── Record extracts ──
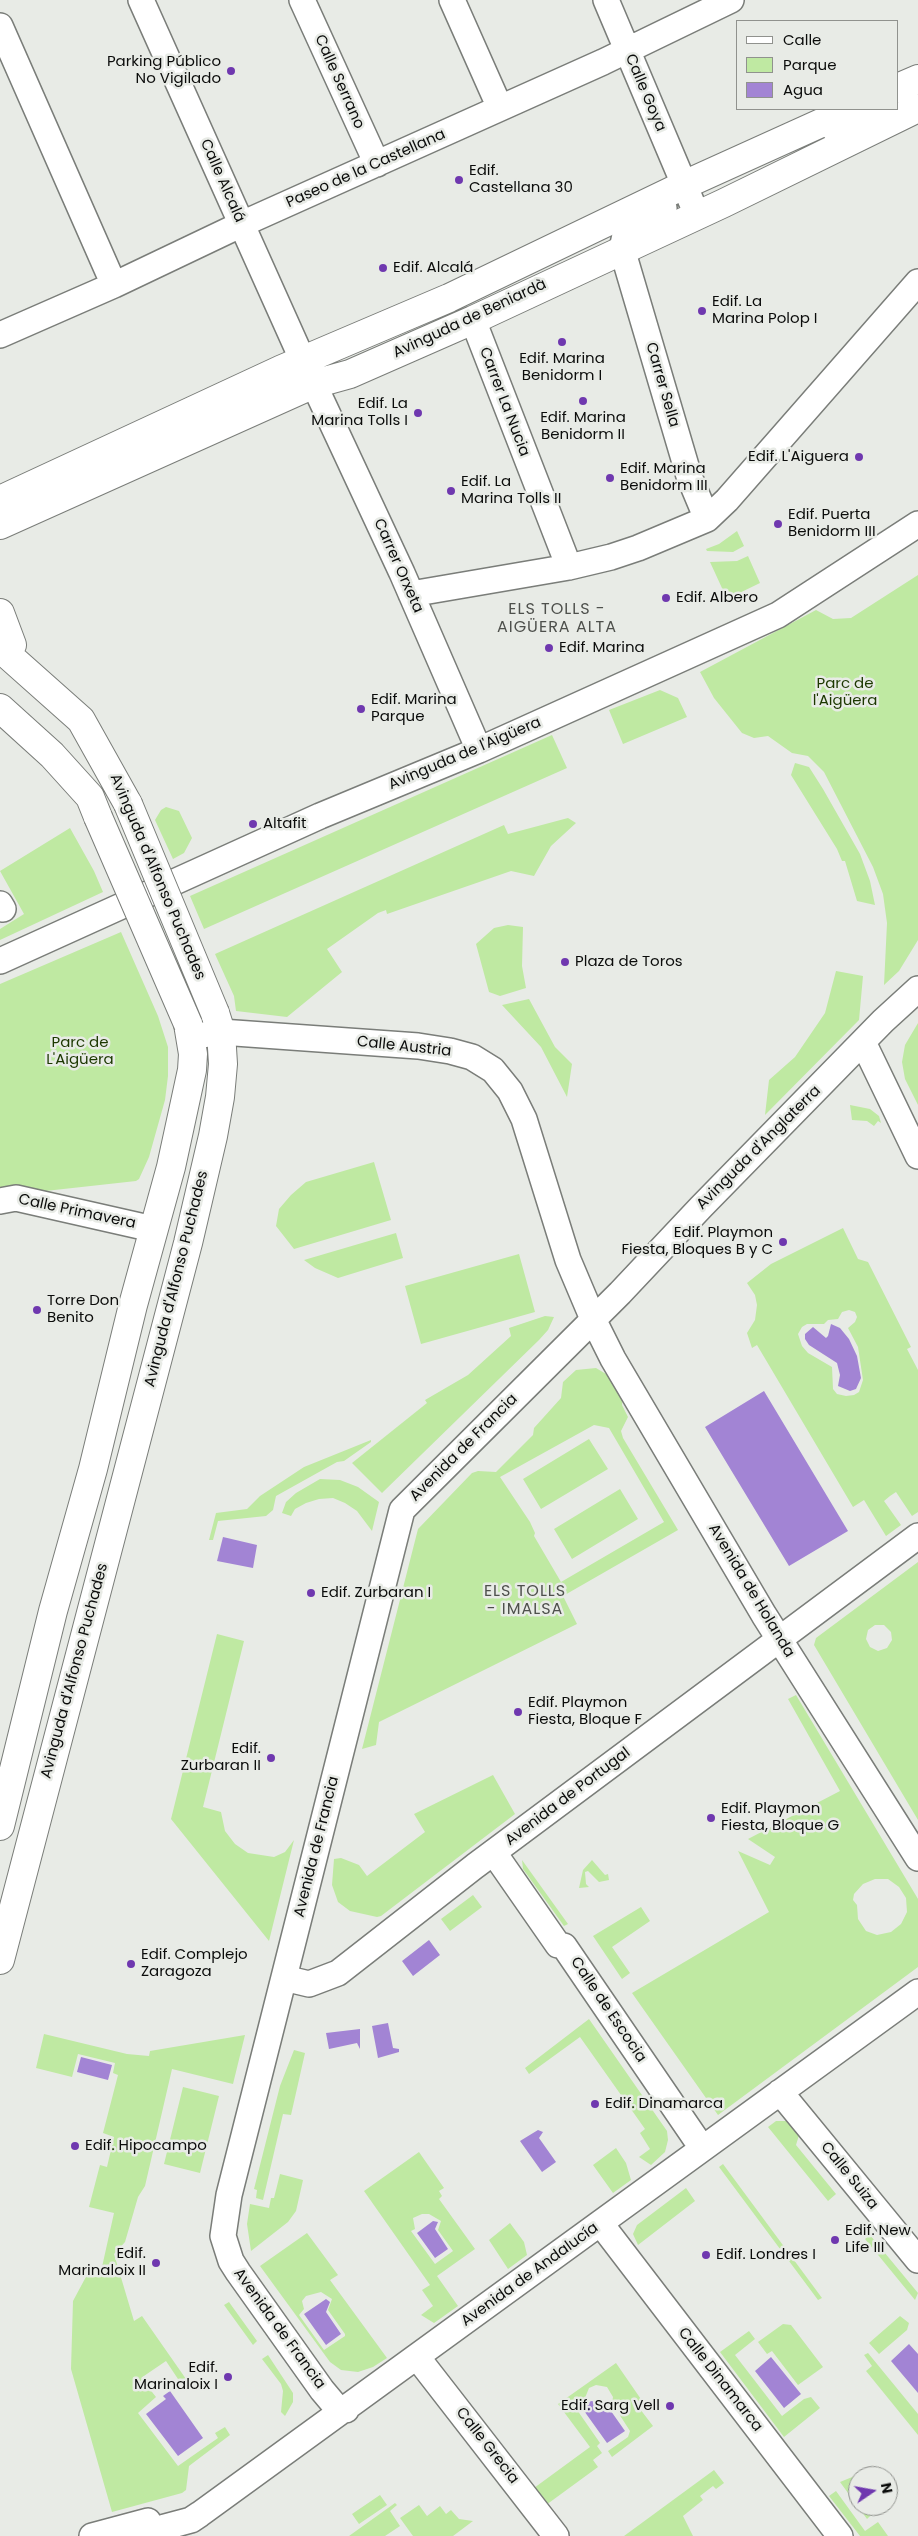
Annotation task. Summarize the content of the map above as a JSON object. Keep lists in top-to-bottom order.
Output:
{
  "streets": {
    "main road": ["Avinguda de Beniardà", "Avinguda d'Alfonso Puchades"],
    "street": [
      "Calle Serrano",
      "Calle Goya",
      "Paseo de la Castellana",
      "Calle Alcalá",
      "Carrer Sella",
      "Carrer La Nucia",
      "Carrer Orxeta",
      "Avinguda de l'Aigüera",
      "Calle Austria",
      "Avinguda d'Anglaterra",
      "Calle Primavera",
      "Avenida de Francia",
      "Avenida de Holanda",
      "Avenida de Portugal",
      "Calle de Escocia",
      "Calle Suiza",
      "Avenida de Andalucía",
      "Calle Dinamarca",
      "Calle Grecia"
    ]
  },
  "crossings": [
    ["Calle Serrano", "Paseo de la Castellana"],
    ["Calle Goya", "Paseo de la Castellana"],
    ["Calle Goya", "Avinguda de Beniardà"],
    ["Paseo de la Castellana", "Calle Alcalá"],
    ["Calle Alcalá", "Avinguda de Beniardà"],
    ["Calle Alcalá", "Carrer Orxeta"],
    ["Avinguda de Beniardà", "Carrer Sella"],
    ["Avinguda de Beniardà", "Carrer La Nucia"],
    ["Avinguda de Beniardà", "Carrer Orxeta"],
    ["Carrer Orxeta", "Avinguda de l'Aigüera"],
    ["Avinguda d'Alfonso Puchades", "Calle Austria"],
    ["Avinguda d'Alfonso Puchades", "Calle Primavera"],
    ["Calle Austria", "Avinguda d'Anglaterra"],
    ["Calle Austria", "Avenida de Francia"],
    ["Calle Austria", "Avenida de Holanda"],
    ["Avinguda d'Anglaterra", "Avenida de Francia"],
    ["Avinguda d'Anglaterra", "Avenida de Holanda"],
    ["Avenida de Francia", "Avenida de Holanda"],
    ["Avenida de Francia", "Avenida de Portugal"],
    ["Avenida de Francia", "Avenida de Andalucía"],
    ["Avenida de Holanda", "Avenida de Portugal"],
    ["Avenida de Portugal", "Calle de Escocia"],
    ["Calle de Escocia", "Avenida de Andalucía"],
    ["Calle Suiza", "Avenida de Andalucía"],
    ["Avenida de Andalucía", "Calle Dinamarca"],
    ["Avenida de Andalucía", "Calle Grecia"]
  ],
  "districts": ["ELS TOLLS - AIGÜERA ALTA", "ELS TOLLS - IMALSA"],
  "parks": ["Parc de l'Aigüera", "Parc de L'Aigüera"],
  "places": [
    "Parking Público No Vigilado",
    "Edif. Castellana 30",
    "Edif. Alcalá",
    "Edif. La Marina Polop I",
    "Edif. Marina Benidorm I",
    "Edif. Marina Benidorm II",
    "Edif. La Marina Tolls I",
    "Edif. L'Aiguera",
    "Edif. Marina Benidorm III",
    "Edif. La Marina Tolls II",
    "Edif. Puerta Benidorm III",
    "Edif. Albero",
    "Edif. Marina",
    "Edif. Marina Parque",
    "Altafit",
    "Plaza de Toros",
    "Edif. Playmon Fiesta, Bloques B y C",
    "Torre Don Benito",
    "Edif. Zurbaran I",
    "Edif. Playmon Fiesta, Bloque F",
    "Edif. Zurbaran II",
    "Edif. Playmon Fiesta, Bloque G",
    "Edif. Complejo Zaragoza",
    "Edif. Dinamarca",
    "Edif. Hipocampo",
    "Edif. New Life III",
    "Edif. Londres I",
    "Edif. Marinaloix II",
    "Edif. Marinaloix I",
    "Edif. Sarg Vell"
  ],
  "legend": ["Calle", "Parque", "Agua"],
  "north": "right"
}
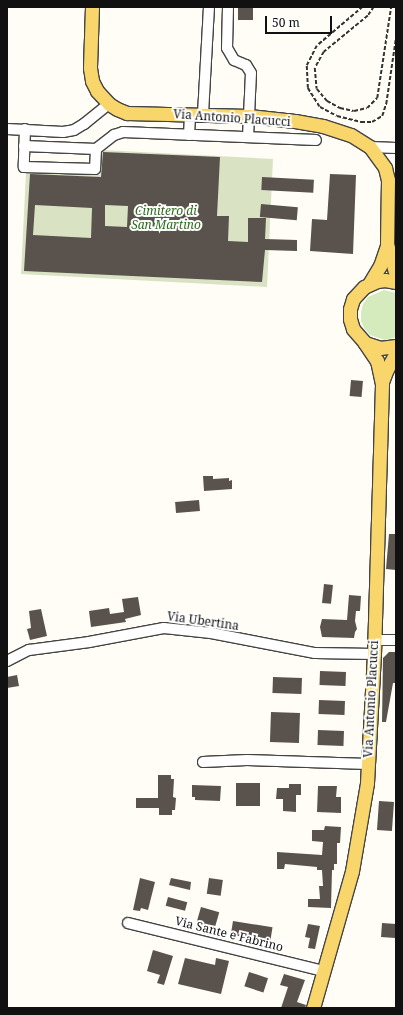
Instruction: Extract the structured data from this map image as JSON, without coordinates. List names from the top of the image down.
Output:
{
  "streets": {
    "main road": ["Via Antonio Placucci"],
    "street": ["Via Ubertina", "Via Sante e Fabrino"]
  },
  "crossings": [
    ["Via Antonio Placucci", "Via Ubertina"],
    ["Via Antonio Placucci", "Via Sante e Fabrino"]
  ],
  "parks": ["Cimitero di San Martino"],
  "scale_bar": "50 m"
}
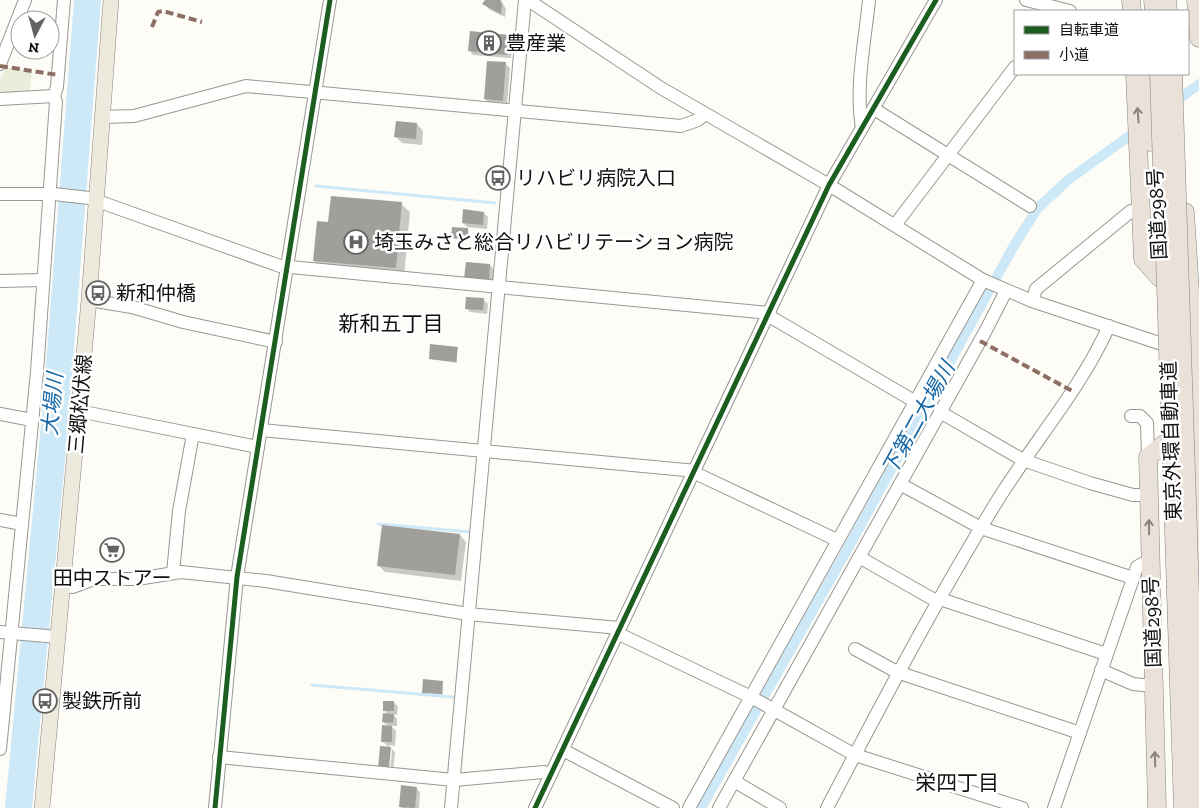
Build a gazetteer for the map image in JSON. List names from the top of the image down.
{
  "streets": {
    "highway": ["国道298号", "東京外環自動車道"],
    "main road": ["三郷松伏線"]
  },
  "districts": ["新和五丁目", "栄四丁目"],
  "water": ["大場川", "下第二大場川"],
  "places": {
    "building": ["豊産業"],
    "bus stop": ["リハビリ病院入口", "新和仲橋", "製鉄所前"],
    "hospital": ["埼玉みさと総合リハビリテーション病院"],
    "supermarket": ["田中ストアー"]
  },
  "legend": ["自転車道", "小道"],
  "north": "bottom"
}
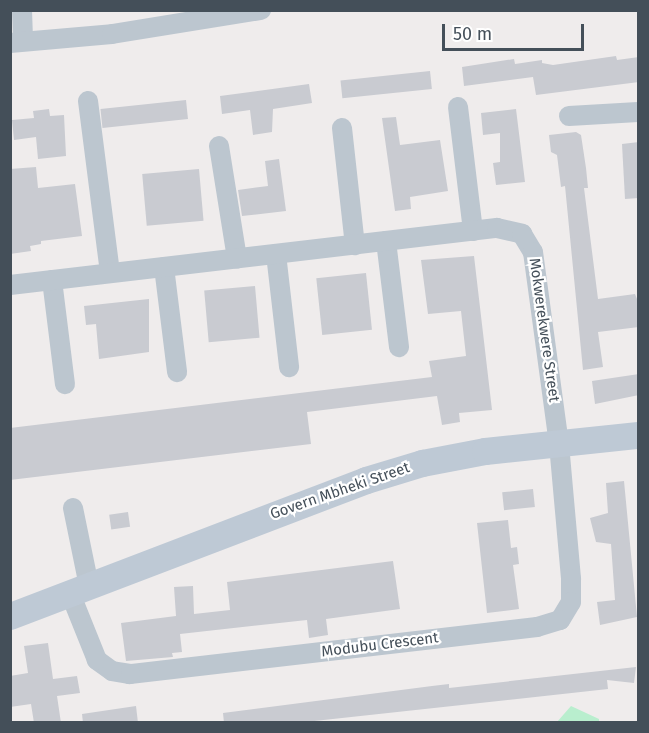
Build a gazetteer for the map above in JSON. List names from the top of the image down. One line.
{"streets":{"street":["Mokwerekwere Street","Govern Mbheki Street","Modubu Crescent"]},"crossings":[["Mokwerekwere Street","Govern Mbheki Street"],["Mokwerekwere Street","Modubu Crescent"],["Govern Mbheki Street","Modubu Crescent"]],"scale_bar":"50 m"}
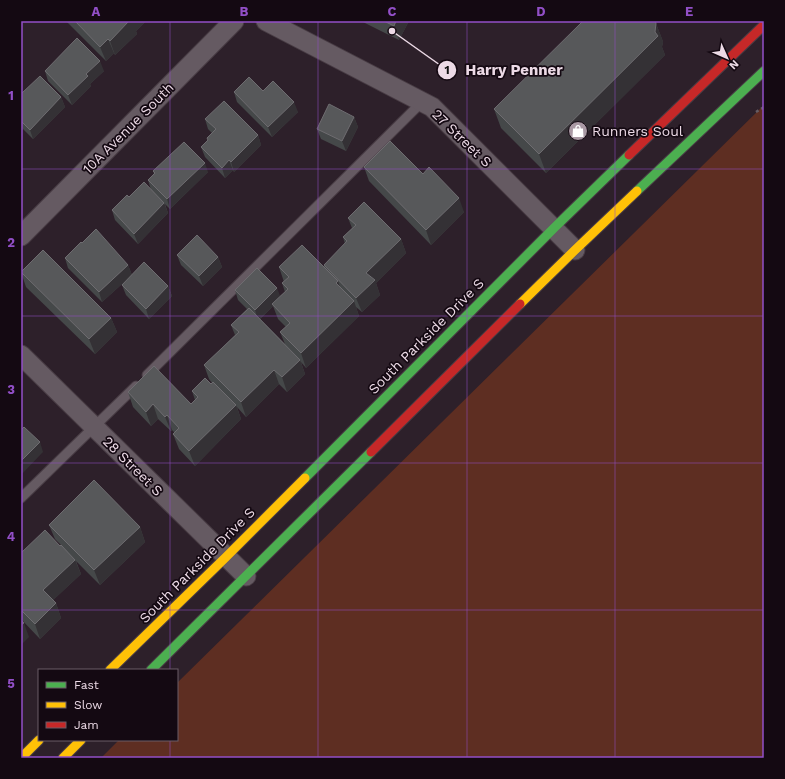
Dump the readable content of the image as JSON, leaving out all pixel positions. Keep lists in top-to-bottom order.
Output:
{
  "streets": {
    "main road": ["South Parkside Drive S"],
    "street": ["10A Avenue South", "27 Street S", "28 Street S"]
  },
  "crossings": [
    ["27 Street S", "South Parkside Drive S"],
    ["South Parkside Drive S", "28 Street S"]
  ],
  "places": {
    "other": ["Harry Penner"],
    "shop": ["Runners Soul"]
  },
  "legend": ["Fast", "Slow", "Jam"],
  "north": "bottom right",
  "grid": {
    "columns": [
      "A",
      "B",
      "C",
      "D",
      "E"
    ],
    "rows": [
      "1",
      "2",
      "3",
      "4",
      "5"
    ]
  }
}
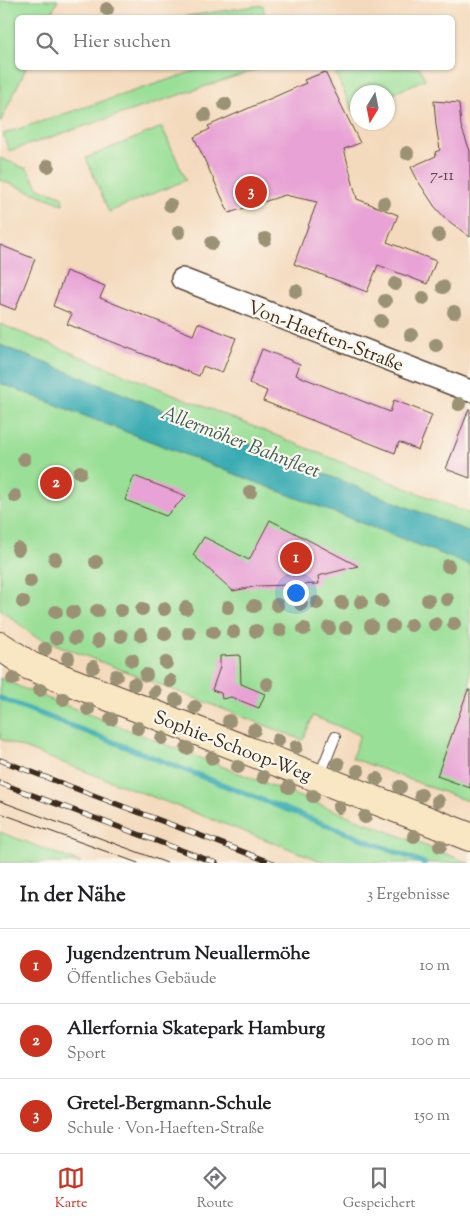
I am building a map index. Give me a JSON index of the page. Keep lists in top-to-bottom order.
{
  "streets": {
    "street": ["Von-Haeften-Straße", "Sophie-Schoop-Weg"]
  },
  "water": ["Allermöher Bahnfleet"],
  "house_numbers": ["7-11"],
  "north": "bottom",
  "page": {
    "search": "Hier suchen",
    "pins": ["3", "2", "1"],
    "heading": ["In der Nähe", "3 Ergebnisse"],
    "list": [
      {
        "mark": "1",
        "name": "Jugendzentrum Neuallermöhe",
        "note": "Öffentliches Gebäude",
        "value": "10 m"
      },
      {
        "mark": "2",
        "name": "Allerfornia Skatepark Hamburg",
        "note": "Sport",
        "value": "100 m"
      },
      {
        "mark": "3",
        "name": "Gretel-Bergmann-Schule",
        "note": "Schule · Von-Haeften-Straße",
        "value": "150 m"
      }
    ],
    "nav": ["Karte", "Route", "Gespeichert"]
  }
}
───
Work instructions ▸ The reply must consist of the records, repeated exactly, minus any images.

The answer ▸
Annotation task. Summarize the content of the map above as a JSON object. Keep lists in top-to-bottom order.
Output:
{
  "streets": {
    "main road": ["Avinguda de Beniardà", "Avinguda d'Alfonso Puchades"],
    "street": [
      "Calle Serrano",
      "Calle Goya",
      "Paseo de la Castellana",
      "Calle Alcalá",
      "Carrer Sella",
      "Carrer La Nucia",
      "Carrer Orxeta",
      "Avinguda de l'Aigüera",
      "Calle Austria",
      "Avinguda d'Anglaterra",
      "Calle Primavera",
      "Avenida de Francia",
      "Avenida de Holanda",
      "Avenida de Portugal",
      "Calle de Escocia",
      "Calle Suiza",
      "Avenida de Andalucía",
      "Calle Dinamarca",
      "Calle Grecia"
    ]
  },
  "crossings": [
    ["Calle Serrano", "Paseo de la Castellana"],
    ["Calle Goya", "Paseo de la Castellana"],
    ["Calle Goya", "Avinguda de Beniardà"],
    ["Paseo de la Castellana", "Calle Alcalá"],
    ["Calle Alcalá", "Avinguda de Beniardà"],
    ["Calle Alcalá", "Carrer Orxeta"],
    ["Avinguda de Beniardà", "Carrer Sella"],
    ["Avinguda de Beniardà", "Carrer La Nucia"],
    ["Avinguda de Beniardà", "Carrer Orxeta"],
    ["Carrer Orxeta", "Avinguda de l'Aigüera"],
    ["Avinguda d'Alfonso Puchades", "Calle Austria"],
    ["Avinguda d'Alfonso Puchades", "Calle Primavera"],
    ["Calle Austria", "Avinguda d'Anglaterra"],
    ["Calle Austria", "Avenida de Francia"],
    ["Calle Austria", "Avenida de Holanda"],
    ["Avinguda d'Anglaterra", "Avenida de Francia"],
    ["Avinguda d'Anglaterra", "Avenida de Holanda"],
    ["Avenida de Francia", "Avenida de Holanda"],
    ["Avenida de Francia", "Avenida de Portugal"],
    ["Avenida de Francia", "Avenida de Andalucía"],
    ["Avenida de Holanda", "Avenida de Portugal"],
    ["Avenida de Portugal", "Calle de Escocia"],
    ["Calle de Escocia", "Avenida de Andalucía"],
    ["Calle Suiza", "Avenida de Andalucía"],
    ["Avenida de Andalucía", "Calle Dinamarca"],
    ["Avenida de Andalucía", "Calle Grecia"]
  ],
  "districts": ["ELS TOLLS - AIGÜERA ALTA", "ELS TOLLS - IMALSA"],
  "parks": ["Parc de l'Aigüera", "Parc de L'Aigüera"],
  "places": [
    "Parking Público No Vigilado",
    "Edif. Castellana 30",
    "Edif. Alcalá",
    "Edif. La Marina Polop I",
    "Edif. Marina Benidorm I",
    "Edif. Marina Benidorm II",
    "Edif. La Marina Tolls I",
    "Edif. L'Aiguera",
    "Edif. Marina Benidorm III",
    "Edif. La Marina Tolls II",
    "Edif. Puerta Benidorm III",
    "Edif. Albero",
    "Edif. Marina",
    "Edif. Marina Parque",
    "Altafit",
    "Plaza de Toros",
    "Edif. Playmon Fiesta, Bloques B y C",
    "Torre Don Benito",
    "Edif. Zurbaran I",
    "Edif. Playmon Fiesta, Bloque F",
    "Edif. Zurbaran II",
    "Edif. Playmon Fiesta, Bloque G",
    "Edif. Complejo Zaragoza",
    "Edif. Dinamarca",
    "Edif. Hipocampo",
    "Edif. New Life III",
    "Edif. Londres I",
    "Edif. Marinaloix II",
    "Edif. Marinaloix I",
    "Edif. Sarg Vell"
  ],
  "legend": ["Calle", "Parque", "Agua"],
  "north": "right"
}
Instruction: Extract the structured data from this map image as JSON, without coordinates. List names from the top of the image down.
Output:
{
  "streets": {
    "main road": ["Via Antonio Placucci"],
    "street": ["Via Ubertina", "Via Sante e Fabrino"]
  },
  "crossings": [
    ["Via Antonio Placucci", "Via Ubertina"],
    ["Via Antonio Placucci", "Via Sante e Fabrino"]
  ],
  "parks": ["Cimitero di San Martino"],
  "scale_bar": "50 m"
}
Build a gazetteer for the map image in JSON. List names from the top of the image down.
{
  "streets": {
    "highway": ["国道298号", "東京外環自動車道"],
    "main road": ["三郷松伏線"]
  },
  "districts": ["新和五丁目", "栄四丁目"],
  "water": ["大場川", "下第二大場川"],
  "places": {
    "building": ["豊産業"],
    "bus stop": ["リハビリ病院入口", "新和仲橋", "製鉄所前"],
    "hospital": ["埼玉みさと総合リハビリテーション病院"],
    "supermarket": ["田中ストアー"]
  },
  "legend": ["自転車道", "小道"],
  "north": "bottom"
}
Build a gazetteer for the map above in JSON. List names from the top of the image down. One line.
{"streets":{"street":["Mokwerekwere Street","Govern Mbheki Street","Modubu Crescent"]},"crossings":[["Mokwerekwere Street","Govern Mbheki Street"],["Mokwerekwere Street","Modubu Crescent"],["Govern Mbheki Street","Modubu Crescent"]],"scale_bar":"50 m"}
Dump the readable content of the image as JSON, leaving out all pixel positions. Keep lists in top-to-bottom order.
Output:
{
  "streets": {
    "main road": ["South Parkside Drive S"],
    "street": ["10A Avenue South", "27 Street S", "28 Street S"]
  },
  "crossings": [
    ["27 Street S", "South Parkside Drive S"],
    ["South Parkside Drive S", "28 Street S"]
  ],
  "places": {
    "other": ["Harry Penner"],
    "shop": ["Runners Soul"]
  },
  "legend": ["Fast", "Slow", "Jam"],
  "north": "bottom right",
  "grid": {
    "columns": [
      "A",
      "B",
      "C",
      "D",
      "E"
    ],
    "rows": [
      "1",
      "2",
      "3",
      "4",
      "5"
    ]
  }
}
I am building a map index. Give me a JSON index of the page. Keep lists in top-to-bottom order.
{
  "streets": {
    "street": ["Von-Haeften-Straße", "Sophie-Schoop-Weg"]
  },
  "water": ["Allermöher Bahnfleet"],
  "house_numbers": ["7-11"],
  "north": "bottom",
  "page": {
    "search": "Hier suchen",
    "pins": ["3", "2", "1"],
    "heading": ["In der Nähe", "3 Ergebnisse"],
    "list": [
      {
        "mark": "1",
        "name": "Jugendzentrum Neuallermöhe",
        "note": "Öffentliches Gebäude",
        "value": "10 m"
      },
      {
        "mark": "2",
        "name": "Allerfornia Skatepark Hamburg",
        "note": "Sport",
        "value": "100 m"
      },
      {
        "mark": "3",
        "name": "Gretel-Bergmann-Schule",
        "note": "Schule · Von-Haeften-Straße",
        "value": "150 m"
      }
    ],
    "nav": ["Karte", "Route", "Gespeichert"]
  }
}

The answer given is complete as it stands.